‘I hate furniture and clowns.’
And kicked on by that first line, we follow Edmonde Sieglinde Kerrl and her hazardous progress through Nazi Germany, from the rise of the party until the trials at Nuremberg. A lover of Shakespeare and opera, sexually liberated and haunted by the spectre of her deceased father, Edmonde is a beguiling heroine: a Nazi who retains her innocence; a killer, reader and dreamer; an avenger in search of an epic, as would suit her name.
Punchy and cinematic in structure (Marc Behm wrote The Beatles film Help!), the style of The Queen of the Night moves between a hardboiled breeziness and Nabokovian excess, particularly in its depictions of Edmonde’s sexuality. Because, this is an erotic novel as much as a depiction of war, a portrait of sex in the face of death.
‘We would tear off our clothes and race through the sunflowers tumbling and somersaulting and leapfrogging. And to be sure- ah!- we possessed every conceivable centimetre of each other, merging so harmoniously that we exchanged flesh, rhyming our delight for hours on end.’
Any book with an approach like this is going to provide a certain difficulty for contemporary tastes.

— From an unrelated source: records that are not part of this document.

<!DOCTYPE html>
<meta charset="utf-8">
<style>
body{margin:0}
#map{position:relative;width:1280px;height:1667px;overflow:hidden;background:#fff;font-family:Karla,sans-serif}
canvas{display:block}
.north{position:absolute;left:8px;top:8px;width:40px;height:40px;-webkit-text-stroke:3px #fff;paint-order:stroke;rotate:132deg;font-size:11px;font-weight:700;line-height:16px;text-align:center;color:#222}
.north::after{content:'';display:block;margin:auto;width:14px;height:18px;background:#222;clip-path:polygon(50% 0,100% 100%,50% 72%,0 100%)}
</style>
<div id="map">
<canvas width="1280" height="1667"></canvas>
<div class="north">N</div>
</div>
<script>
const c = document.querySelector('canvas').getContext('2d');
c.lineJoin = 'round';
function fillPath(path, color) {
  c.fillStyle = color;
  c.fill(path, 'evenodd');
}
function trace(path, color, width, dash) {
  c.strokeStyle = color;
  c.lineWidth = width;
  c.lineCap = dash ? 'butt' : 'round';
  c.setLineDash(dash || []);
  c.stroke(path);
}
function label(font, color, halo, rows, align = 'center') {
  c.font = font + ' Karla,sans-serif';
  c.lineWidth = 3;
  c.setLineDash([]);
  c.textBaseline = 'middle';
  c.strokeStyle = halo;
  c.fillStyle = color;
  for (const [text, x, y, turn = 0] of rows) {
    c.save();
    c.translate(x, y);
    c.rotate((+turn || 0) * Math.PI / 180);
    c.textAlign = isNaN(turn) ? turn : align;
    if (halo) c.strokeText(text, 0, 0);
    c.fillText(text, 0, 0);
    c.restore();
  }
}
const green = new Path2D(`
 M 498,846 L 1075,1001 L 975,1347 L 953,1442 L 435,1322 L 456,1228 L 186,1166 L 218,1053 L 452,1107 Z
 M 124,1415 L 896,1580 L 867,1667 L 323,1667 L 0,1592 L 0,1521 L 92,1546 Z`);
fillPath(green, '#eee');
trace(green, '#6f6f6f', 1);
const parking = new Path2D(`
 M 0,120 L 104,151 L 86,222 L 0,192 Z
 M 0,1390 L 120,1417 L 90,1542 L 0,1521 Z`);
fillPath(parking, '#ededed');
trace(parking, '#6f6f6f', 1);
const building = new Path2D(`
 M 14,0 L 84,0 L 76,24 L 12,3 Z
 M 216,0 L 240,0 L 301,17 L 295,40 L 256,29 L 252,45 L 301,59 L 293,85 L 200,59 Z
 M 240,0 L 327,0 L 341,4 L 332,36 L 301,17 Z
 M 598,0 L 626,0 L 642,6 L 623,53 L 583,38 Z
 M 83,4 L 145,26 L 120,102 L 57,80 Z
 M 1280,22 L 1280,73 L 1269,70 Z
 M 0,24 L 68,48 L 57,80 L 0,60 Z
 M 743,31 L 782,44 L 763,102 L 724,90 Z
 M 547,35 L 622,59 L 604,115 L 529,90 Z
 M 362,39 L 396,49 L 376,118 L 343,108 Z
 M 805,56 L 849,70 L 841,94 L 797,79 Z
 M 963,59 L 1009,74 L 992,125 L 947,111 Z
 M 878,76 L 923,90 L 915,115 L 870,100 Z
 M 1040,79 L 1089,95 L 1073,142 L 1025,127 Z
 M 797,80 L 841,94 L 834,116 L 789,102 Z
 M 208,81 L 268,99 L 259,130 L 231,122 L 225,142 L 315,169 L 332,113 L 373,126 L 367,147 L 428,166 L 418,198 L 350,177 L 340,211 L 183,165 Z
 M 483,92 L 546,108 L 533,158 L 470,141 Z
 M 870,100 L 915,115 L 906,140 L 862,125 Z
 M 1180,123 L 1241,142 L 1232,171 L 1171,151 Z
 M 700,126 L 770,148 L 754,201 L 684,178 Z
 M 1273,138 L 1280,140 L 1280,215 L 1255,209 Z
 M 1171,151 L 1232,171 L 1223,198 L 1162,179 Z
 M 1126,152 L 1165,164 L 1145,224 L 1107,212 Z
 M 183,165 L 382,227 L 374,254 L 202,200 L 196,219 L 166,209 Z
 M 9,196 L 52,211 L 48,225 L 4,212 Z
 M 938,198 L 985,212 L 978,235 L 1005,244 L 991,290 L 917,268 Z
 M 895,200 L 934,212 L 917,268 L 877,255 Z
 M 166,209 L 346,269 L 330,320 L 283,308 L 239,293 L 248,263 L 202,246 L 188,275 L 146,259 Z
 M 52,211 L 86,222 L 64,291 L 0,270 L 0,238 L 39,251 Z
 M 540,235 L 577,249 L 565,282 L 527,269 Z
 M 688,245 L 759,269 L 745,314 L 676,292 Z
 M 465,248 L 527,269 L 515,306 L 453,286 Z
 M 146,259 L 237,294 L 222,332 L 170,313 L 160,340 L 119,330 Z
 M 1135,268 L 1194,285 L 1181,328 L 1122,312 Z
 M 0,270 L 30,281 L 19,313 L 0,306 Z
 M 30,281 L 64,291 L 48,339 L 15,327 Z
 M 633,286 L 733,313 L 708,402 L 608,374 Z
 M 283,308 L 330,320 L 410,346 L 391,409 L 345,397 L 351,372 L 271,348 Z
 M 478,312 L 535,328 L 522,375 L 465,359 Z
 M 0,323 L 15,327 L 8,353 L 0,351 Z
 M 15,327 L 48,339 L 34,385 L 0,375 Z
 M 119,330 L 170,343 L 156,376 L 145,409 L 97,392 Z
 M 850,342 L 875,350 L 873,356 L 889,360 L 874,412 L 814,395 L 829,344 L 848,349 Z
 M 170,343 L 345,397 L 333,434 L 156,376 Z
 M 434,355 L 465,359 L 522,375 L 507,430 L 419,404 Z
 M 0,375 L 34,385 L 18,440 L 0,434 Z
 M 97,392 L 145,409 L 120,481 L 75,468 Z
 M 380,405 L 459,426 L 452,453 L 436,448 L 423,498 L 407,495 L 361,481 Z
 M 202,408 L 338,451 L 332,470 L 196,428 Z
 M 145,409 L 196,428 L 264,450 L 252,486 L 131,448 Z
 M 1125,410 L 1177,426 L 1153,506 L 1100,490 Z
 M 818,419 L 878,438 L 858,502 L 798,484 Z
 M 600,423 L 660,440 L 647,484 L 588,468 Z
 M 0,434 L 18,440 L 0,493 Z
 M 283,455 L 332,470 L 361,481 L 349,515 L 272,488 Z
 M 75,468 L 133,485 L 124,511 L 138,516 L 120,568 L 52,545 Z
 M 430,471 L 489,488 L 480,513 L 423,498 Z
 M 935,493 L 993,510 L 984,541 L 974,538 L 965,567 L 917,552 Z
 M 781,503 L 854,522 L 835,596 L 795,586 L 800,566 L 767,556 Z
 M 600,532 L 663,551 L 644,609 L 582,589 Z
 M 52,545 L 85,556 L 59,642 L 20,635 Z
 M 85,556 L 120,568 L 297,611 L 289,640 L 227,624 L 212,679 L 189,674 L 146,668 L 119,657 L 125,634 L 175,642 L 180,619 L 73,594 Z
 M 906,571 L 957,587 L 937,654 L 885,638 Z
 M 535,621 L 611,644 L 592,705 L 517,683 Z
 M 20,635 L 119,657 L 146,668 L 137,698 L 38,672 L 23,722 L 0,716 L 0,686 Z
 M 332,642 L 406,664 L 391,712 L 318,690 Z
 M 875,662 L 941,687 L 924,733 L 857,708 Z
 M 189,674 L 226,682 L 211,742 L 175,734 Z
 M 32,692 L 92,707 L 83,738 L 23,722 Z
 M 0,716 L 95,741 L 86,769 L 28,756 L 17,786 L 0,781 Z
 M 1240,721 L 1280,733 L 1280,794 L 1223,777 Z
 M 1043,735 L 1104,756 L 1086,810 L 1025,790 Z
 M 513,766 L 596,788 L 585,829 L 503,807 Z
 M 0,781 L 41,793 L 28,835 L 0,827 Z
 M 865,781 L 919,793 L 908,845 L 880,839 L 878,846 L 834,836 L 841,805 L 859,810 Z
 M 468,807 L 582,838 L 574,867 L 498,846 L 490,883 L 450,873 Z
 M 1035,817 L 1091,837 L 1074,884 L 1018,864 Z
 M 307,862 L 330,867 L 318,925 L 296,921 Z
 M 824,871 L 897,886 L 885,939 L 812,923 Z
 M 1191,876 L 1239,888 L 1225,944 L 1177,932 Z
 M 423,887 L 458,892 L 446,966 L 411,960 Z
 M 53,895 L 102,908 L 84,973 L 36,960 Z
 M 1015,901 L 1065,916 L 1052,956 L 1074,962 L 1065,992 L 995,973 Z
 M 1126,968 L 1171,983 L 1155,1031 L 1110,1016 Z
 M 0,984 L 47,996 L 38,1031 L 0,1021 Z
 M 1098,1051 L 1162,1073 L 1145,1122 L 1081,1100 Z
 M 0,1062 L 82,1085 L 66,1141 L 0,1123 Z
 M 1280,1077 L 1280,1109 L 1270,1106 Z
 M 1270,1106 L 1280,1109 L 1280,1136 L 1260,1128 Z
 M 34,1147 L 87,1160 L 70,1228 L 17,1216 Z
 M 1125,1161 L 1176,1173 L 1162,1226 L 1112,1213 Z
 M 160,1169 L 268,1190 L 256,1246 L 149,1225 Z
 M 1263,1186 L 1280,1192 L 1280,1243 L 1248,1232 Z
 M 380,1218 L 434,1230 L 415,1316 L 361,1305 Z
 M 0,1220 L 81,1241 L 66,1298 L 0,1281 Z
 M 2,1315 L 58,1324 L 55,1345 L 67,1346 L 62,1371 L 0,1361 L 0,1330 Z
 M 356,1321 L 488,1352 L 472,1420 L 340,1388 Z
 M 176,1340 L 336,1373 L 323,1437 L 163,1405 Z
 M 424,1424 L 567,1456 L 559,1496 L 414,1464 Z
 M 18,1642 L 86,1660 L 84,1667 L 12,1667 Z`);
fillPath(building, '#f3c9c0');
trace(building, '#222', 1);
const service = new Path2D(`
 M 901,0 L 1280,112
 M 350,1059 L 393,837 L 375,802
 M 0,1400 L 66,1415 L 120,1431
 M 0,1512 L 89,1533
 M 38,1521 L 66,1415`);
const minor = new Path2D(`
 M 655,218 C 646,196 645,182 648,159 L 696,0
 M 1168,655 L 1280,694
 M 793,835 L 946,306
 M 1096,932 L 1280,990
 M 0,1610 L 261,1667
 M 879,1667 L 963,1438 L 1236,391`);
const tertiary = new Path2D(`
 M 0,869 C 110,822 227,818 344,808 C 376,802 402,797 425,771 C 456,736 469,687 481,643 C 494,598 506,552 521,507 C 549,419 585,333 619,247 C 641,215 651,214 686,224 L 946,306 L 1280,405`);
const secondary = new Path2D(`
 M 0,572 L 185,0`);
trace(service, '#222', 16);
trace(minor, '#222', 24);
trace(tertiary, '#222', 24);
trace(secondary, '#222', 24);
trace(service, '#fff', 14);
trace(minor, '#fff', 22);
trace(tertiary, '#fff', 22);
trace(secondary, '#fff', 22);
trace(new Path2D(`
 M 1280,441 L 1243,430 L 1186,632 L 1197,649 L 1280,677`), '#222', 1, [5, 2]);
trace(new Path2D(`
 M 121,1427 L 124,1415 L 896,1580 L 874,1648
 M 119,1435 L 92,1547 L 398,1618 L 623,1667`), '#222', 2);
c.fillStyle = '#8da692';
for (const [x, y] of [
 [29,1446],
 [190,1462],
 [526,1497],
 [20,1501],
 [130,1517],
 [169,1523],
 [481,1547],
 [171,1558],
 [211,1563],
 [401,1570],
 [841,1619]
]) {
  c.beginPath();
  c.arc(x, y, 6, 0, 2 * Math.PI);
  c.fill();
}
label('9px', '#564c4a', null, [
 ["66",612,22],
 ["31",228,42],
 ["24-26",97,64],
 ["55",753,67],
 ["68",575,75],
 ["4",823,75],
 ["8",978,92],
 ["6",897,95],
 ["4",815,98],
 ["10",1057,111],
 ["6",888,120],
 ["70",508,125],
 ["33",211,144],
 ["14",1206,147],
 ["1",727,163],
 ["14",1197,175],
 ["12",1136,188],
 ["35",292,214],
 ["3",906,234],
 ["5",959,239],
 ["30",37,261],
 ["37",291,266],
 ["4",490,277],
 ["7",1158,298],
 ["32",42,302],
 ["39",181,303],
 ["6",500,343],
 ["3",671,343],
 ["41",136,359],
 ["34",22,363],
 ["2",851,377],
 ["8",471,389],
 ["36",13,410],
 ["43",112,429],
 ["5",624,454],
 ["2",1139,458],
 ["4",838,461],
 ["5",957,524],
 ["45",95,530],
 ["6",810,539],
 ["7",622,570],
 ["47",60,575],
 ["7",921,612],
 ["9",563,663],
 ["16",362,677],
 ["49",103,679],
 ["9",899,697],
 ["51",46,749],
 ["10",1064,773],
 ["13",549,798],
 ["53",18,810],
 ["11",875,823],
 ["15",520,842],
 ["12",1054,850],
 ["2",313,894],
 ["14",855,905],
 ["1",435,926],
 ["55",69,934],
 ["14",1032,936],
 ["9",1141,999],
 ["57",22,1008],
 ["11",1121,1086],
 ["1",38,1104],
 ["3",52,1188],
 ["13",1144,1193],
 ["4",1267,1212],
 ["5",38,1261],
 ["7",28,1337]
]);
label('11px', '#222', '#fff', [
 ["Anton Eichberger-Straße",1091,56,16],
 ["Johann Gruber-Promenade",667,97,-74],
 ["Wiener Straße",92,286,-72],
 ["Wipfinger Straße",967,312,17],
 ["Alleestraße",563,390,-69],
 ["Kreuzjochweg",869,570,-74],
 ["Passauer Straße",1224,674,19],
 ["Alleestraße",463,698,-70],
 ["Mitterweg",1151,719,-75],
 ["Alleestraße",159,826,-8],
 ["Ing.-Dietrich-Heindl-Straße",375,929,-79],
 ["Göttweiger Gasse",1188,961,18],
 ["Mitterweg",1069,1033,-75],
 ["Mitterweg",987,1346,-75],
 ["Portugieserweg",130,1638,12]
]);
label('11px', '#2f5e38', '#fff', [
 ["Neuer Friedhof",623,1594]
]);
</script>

Compare The Queen of the Night with the way the Nazis, and therefore the Holocaust, are now represented in fiction, and you’re left somewhat bewildered at what you’ve signed up for. Broadly speaking, we’ve reached two different fictional approaches to these themes: those which are post-Pynchon (H,H, H or The Kindly Ones, maybe Martin Amis) where the destruction of Europe is presented as a grand meta-fictional labyrinth; and those which are post-Spielberg (The Boy in the Striped Pyjamas), where Nazis are represented as the blackest of black hats, against whom a narrative can rubberneck for the capacity for redemption at every turn.
And then there’s Queen of the Night. Still, it’s worth keeping in mind that most aberrations are usually pinnacles of differing, perhaps vanished subcultures. It’s easy to forget, particularly as Max Mosley chips away at our shared memory, but for some time there was another narrative of the war: as kinky fetish. You can see it in The Night Porter, or read about it on the endless carousel of postwar men’s magazines (For Men Only, Real Adventure, Man to Man, Man’s World), or in the juicy novels for which a Swastika and décolletage on the cover meant a dollar in the bank. These pulped fictions finished what Christopher Isherwood started, and reached a peak in the popular culture of the 1970s, a time when anything at all could be sexualized.
Does The Queen of the Night escape this background? Well. Like the Olympia Press regulars who no doubt flipped through The Naked Lunch somewhat aghast, you can’t help but think that the subscribers to Man to Man (“The Nude Mailman Who Conquered An Island”) might have baulked at Behm’s approach. At the end of the novel, Edmonde will be painted as a monster. Yet Queen of the Night persuades because the reader can never believe her to be anything but sympathetic. Never simply a victim of history, always able to penetrate the pathetic aggrandizements of the party lackeys around her, she remains troublingly pure, right until the final, fabulous line.
If you can track down a copy at all, it’s best to enjoy the book for what it is: a grotesque fantasy, which owes less to the contemporary idea of the novel, and more to the deranged satires of George Grosz or Max Beckmann. I’ve never read a book so obviously begging to be filmed. Equally, I don’t know of one which retains such originality, but whose time has so clearly passed.
‘All I ever asked of life was just to go for long, long, long walks with my father, the two of us strolling along side by side, both of us alive.’